Where these means fall short or are impractical, online training is an attractive option. Structured, up-to-date instruction from experts the globe over when and where I want? I’ll take it. Sure, it’s not as personal as classroom learning, but next-generation video conferencing and virtual reality could help it come close. 

Certification is another benefit of many online training programs, offering professionals a level of authority that saying they know a new skill or even talking about it intelligently just doesn’t. 

One such example is Google’s Conversion University. Since March, the search engine giant has administered an analytics certification program based on its approximately 230-minute online course. Applicants pay $50 to take an online test, and, if they score 75 percent or higher, are registered as Google Analytics qualified. 
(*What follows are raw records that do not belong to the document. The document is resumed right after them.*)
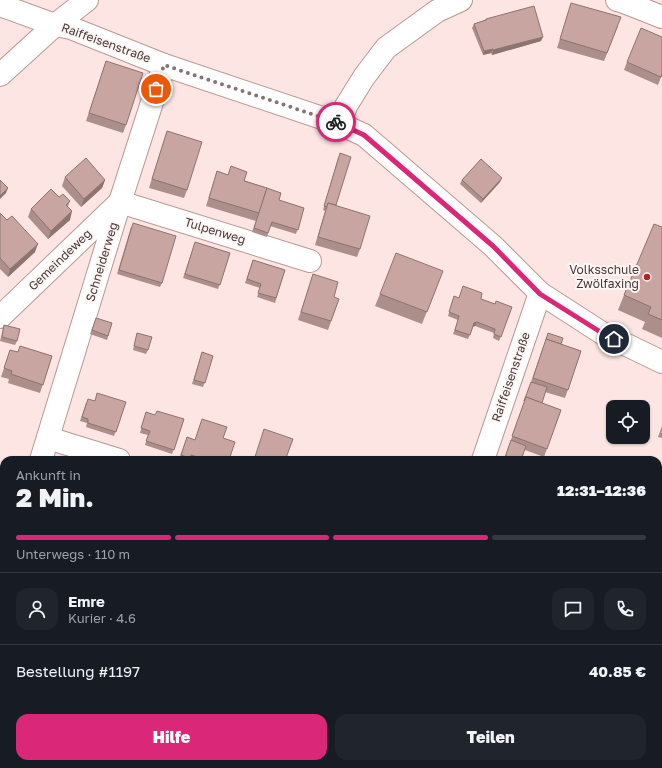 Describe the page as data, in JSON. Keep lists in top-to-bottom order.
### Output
{
  "streets": {
    "street": [
      "Raiffeisenstraße",
      "Tulpenweg",
      "Gemeindeweg",
      "Schneiderweg"
    ]
  },
  "crossings": [
    ["Raiffeisenstraße", "Schneiderweg"],
    ["Tulpenweg", "Gemeindeweg"],
    ["Tulpenweg", "Schneiderweg"],
    ["Gemeindeweg", "Schneiderweg"]
  ],
  "places": ["Volksschule Zwölfaxing"],
  "page": {
    "heading": ["2 Min.", "Ankunft in", "12:31–12:36"],
    "panel": [
      "Emre",
      "Kurier · 4.6",
      "Bestellung #1197",
      "40.85 €"
    ],
    "bar": "Unterwegs · 110 m",
    "buttons": ["Hilfe", "Teilen"]
  }
} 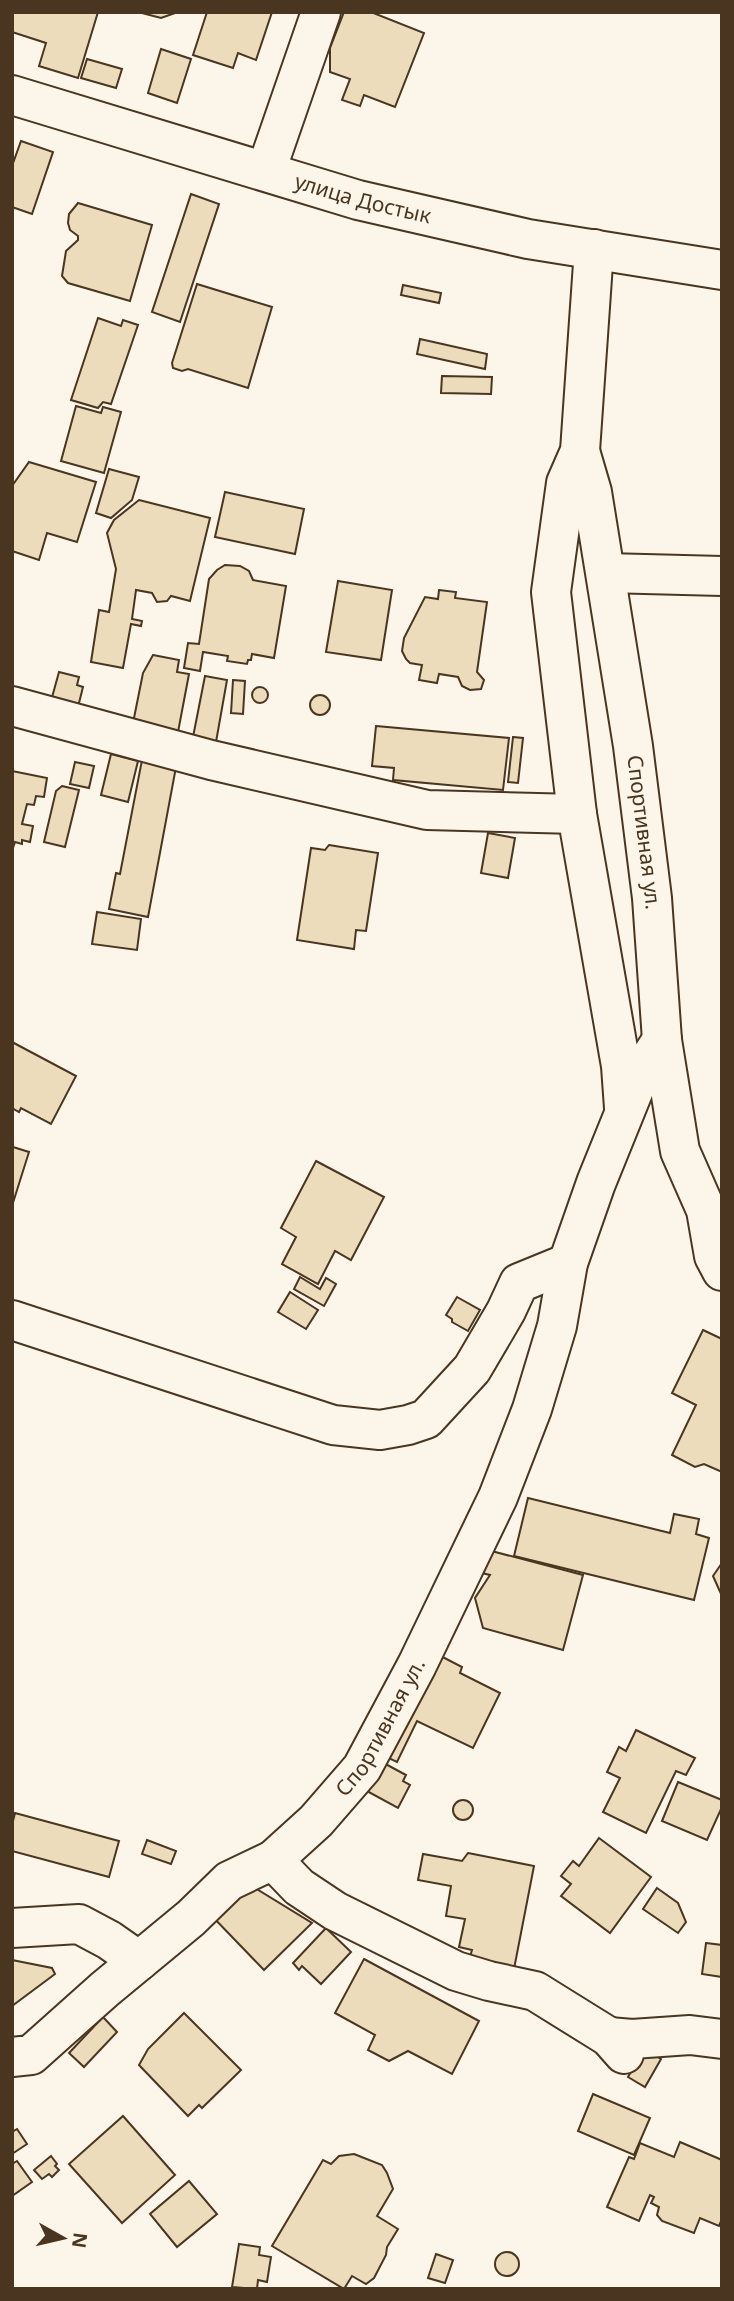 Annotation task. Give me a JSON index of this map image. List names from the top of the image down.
{
  "streets": {
    "street": ["улица Достык", "Спортивная ул."]
  },
  "crossings": [
    ["улица Достык", "Спортивная ул."]
  ],
  "north": "right"
}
I was assigned today to complete the course for one of my classes. Since I’ll be putting in the study time, I figure I might as well aim for the certification. If I get it, thanks to a just-introduced feature, I’ll be able to prove it with an official link. I’ll update my progress and share what I learn in this space. Stay tuned. Or, perhaps I should say, “be a returning visitor.”

Sometimes the Best Tools in Life Are Free

October 23, 2009

My fellow students and I are privledged to have acceess to some of the top software on the market. The latest version of Adobe’s popular Creative Suite — which comprises image editing, Web development and multimedia software — was included with our tuition and professional programs not part of that package, such as video editing client Final Cut Pro, are available on campus.

Still, our school can’t afford to buy us everything we need. And, many of us knee deep in student loans, we certainly can’t. So, quite often, we depend on free tools to get the job done. This is good practice as many of us can expect to be working for startups or nonprofits with relatively small budgets.

Free tools, we learned today, sometimes are preffered even by companies that can afford paid ones.

Elon Unversity alumnus Travis Lusk, who was to particpate in a School of Communications networking panel later in the day, told us this morning that most of the Web sites he oversees for WCBS-FM in New York will soon be produced using WordPress’s open-source content management system.

Lusk, as part of a talk on audience analytics, praised WordPress’s clean interface and its customizability through Cascading Style Sheets and widgets and called it the “most out-of-the-box SEO friendly [CMS] on the market, hands down.”

WordPress, for example, makes tweaking urls to match keywords a snap.

While Lusk depends on paid analytics tools like Clicky Web Analytics and OneStat.com for real-time audience information, Google’s free analytics software is a tool he regularly uses.